C’est ce qui s’appelle courir après la victoire. Bousculé sur la scène nationale comme diplomatique, Emmanuel Macron a choisi de poser des jalons dans la sphère culturelle. Le cinéma français, porté par Un p’tit truc en plus et Le Comte de Monte-Cristo , a passé un bel été. N’en déplaise à sa ministre de la Culture, l’occasion était toute trouvée pour le président de vanter les mérites de l’industrie cinématographique hexagonale et de creuser le sillon de « l’exception culturelle » dans un long entretien accordé au magazine américain Variety .
« Nous avons besoin de films populaires et destinés au grand public. Je suis moi-même un grand fan de ces films », se réjouit Emmanuel Macron au sujet des films portés par Artus et Pierre Niney, qui connaissent également de belles carrières à l’étranger.
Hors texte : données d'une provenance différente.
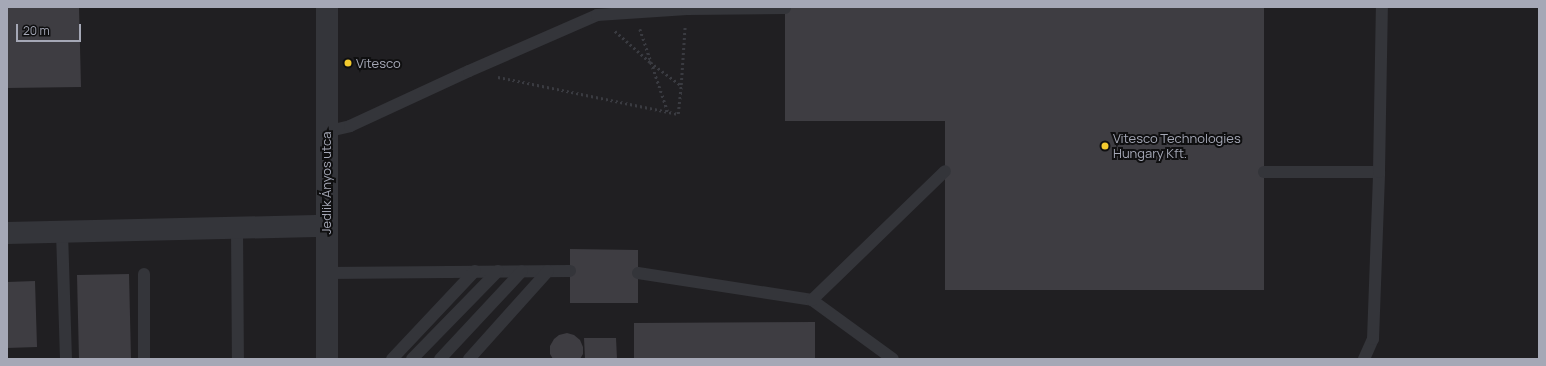 <!DOCTYPE html>
<html>
<head>
<meta charset="utf-8">
<style>
  body { margin:0 }
  #map { position:relative; width:1546px; height:366px; overflow:hidden; background:#141315; font-family:Manrope,sans-serif }
  div>[style] { position:absolute }
  .built>* { inset:0; background:#201f22 }
  .building>* { inset:0; background:#3e3d42 }
  .path>* { height:2.5px; margin-top:-1.25px; transform-origin:0; background:repeating-linear-gradient(90deg,#3a3b41 0 2px,transparent 0 5px) }
  .lane>* { height:12px; margin:-6px; padding:0 6px; transform-origin:6px; border-radius:6px; background:#34353a }
  .street>* { height:22px; margin:-11px; padding:0 11px; transform-origin:11px; border-radius:11px; background:#34353a }
  .dots>* { width:11px; height:11px; translate:-50% -50%; box-sizing:border-box; border:2px solid #0f0f10; border-radius:50% }
  span { translate:-50% -50%; white-space:nowrap; text-align:center; line-height:1.15; -webkit-text-stroke:4px #0f0f10; paint-order:stroke }
  .poi-label { font-size:13px; color:#a5a8b6 }
  .left { translate:0 -50%; text-align:left }
  .street-label { font-size:13px; color:#a5a8b6 }
  .frame { position:absolute; inset:0; border:8px solid #a5a8b6; pointer-events:none }
  .scale { position:absolute; left:16px; top:24px; width:65px; height:18px; box-sizing:border-box; border:2px solid #a5a8b6; border-top:0; padding-left:5px; font-size:12px; line-height:14px; white-space:nowrap; color:#a5a8b6; -webkit-text-stroke:3px #0f0f10; paint-order:stroke }
</style>
</head>
<body>
<div id="map">
  <div class="built">
    <div style="clip-path:polygon(7px 7px,1539px 7px,1539px 359px,7px 359px)"></div>
  </div>
  <div class="building">
    <div style="clip-path:polygon(7px 7px,79px 7px,81px 87px,7px 88px)"></div>
    <div style="clip-path:polygon(785px 7px,1264px 7px,1264px 290px,945px 290px,945px 121px,785px 121px)"></div>
    <div style="clip-path:polygon(570px 249px,638px 250px,638px 303px,570px 303px)"></div>
    <div style="clip-path:polygon(129px 274px,131px 359px,79px 359px,77px 275px)"></div>
    <div style="clip-path:polygon(35px 281px,37px 347px,7px 348px,7px 282px)"></div>
    <div style="clip-path:polygon(815px 322px,815px 359px,634px 359px,634px 323px)"></div>
    <div style="clip-path:polygon(567px 333px,574px 335px,580px 340px,583px 347px,583px 354px,580px 359px,553px 359px,550px 354px,550px 346px,554px 339px,559px 335px)"></div>
    <div style="clip-path:polygon(584px 338px,616px 338px,617px 359px,585px 359px)"></div>
  </div>
  <div class="path">
    <div style="left:640px;top:29px;width:88px;rotate:71.4deg"></div>
    <div style="left:615px;top:31px;width:47px;rotate:41.5deg"></div>
    <div style="left:650px;top:62px;width:39px;rotate:37deg"></div>
    <div style="left:681px;top:85px;width:60px;rotate:-86.2deg"></div>
    <div style="left:498px;top:77px;width:184px;rotate:11.6deg"></div>
    <div style="left:678px;top:114px;width:29px;rotate:-84deg"></div>
  </div>
  <div class="lane">
    <div style="left:325px;top:132px;width:26px;rotate:-13deg"></div>
    <div style="left:350px;top:126px;width:131px;rotate:-24.8deg"></div>
    <div style="left:469px;top:71px;width:140px;rotate:-23.6deg"></div>
    <div style="left:597px;top:15px;width:90px;rotate:-3.8deg"></div>
    <div style="left:687px;top:9px;width:98px;rotate:-0.6deg"></div>
    <div style="left:1264px;top:172px;width:115px"></div>
    <div style="left:237px;top:228px;width:131px;rotate:89.6deg"></div>
    <div style="left:62px;top:232px;width:127px;rotate:88.2deg"></div>
    <div style="left:327px;top:273px;width:243px;rotate:-0.5deg"></div>
    <div style="left:638px;top:273px;width:176px;rotate:8.8deg"></div>
    <div style="left:812px;top:300px;width:100px;rotate:36.1deg"></div>
    <div style="left:144px;top:274px;width:85px;rotate:90deg"></div>
    <div style="left:812px;top:300px;width:185px;rotate:-44.1deg"></div>
    <div style="left:392px;top:359px;width:121px;rotate:-46.7deg"></div>
    <div style="left:412px;top:359px;width:123px;rotate:-45.7deg"></div>
    <div style="left:440px;top:359px;width:120px;rotate:-47deg"></div>
    <div style="left:469px;top:359px;width:118px;rotate:-48.1deg"></div>
    <div style="left:1364px;top:359px;width:22px;rotate:-66deg"></div>
    <div style="left:1373px;top:339px;width:167px;rotate:-87.9deg"></div>
    <div style="left:1379px;top:172px;width:165px;rotate:-89deg"></div>
  </div>
  <div class="street">
    <div style="left:7px;top:233px;width:319px;rotate:-1.3deg"></div>
    <div style="left:327px;top:359px;width:352px;rotate:-90deg"></div>
  </div>
  <div class="dots">
    <div style="left:348px;top:63px;background:#f3ca2e"></div>
    <div style="left:1105px;top:146px;background:#f3ca2e"></div>
  </div>
  <div class="poi-label">
    <span class="left" style="left:356px;top:63px">Vitesco</span>
    <span class="left" style="left:1113px;top:146px">Vitesco Technologies<br>Hungary Kft.</span>
  </div>
  <div class="street-label">
    <span style="left:326px;top:183px;rotate:-90deg">Jedlik Ányos utca</span>
  </div>
  <div class="frame"></div>
  <div class="scale">20 m</div>
</div>
</body>
</html>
La potion magique française ? « Nous avons un système de prélèvements sur les recettes avec le CNC, qui a fait un travail extraordinaire », rappelle le président de la République, saluant « un cinéma qui a toujours résisté » en proposant, en même temps, de grosses productions et des « films d'auteurs jeunes ou confirmés, qui attirent peut-être moins de monde en salles mais qui sont néanmoins très créatifs ».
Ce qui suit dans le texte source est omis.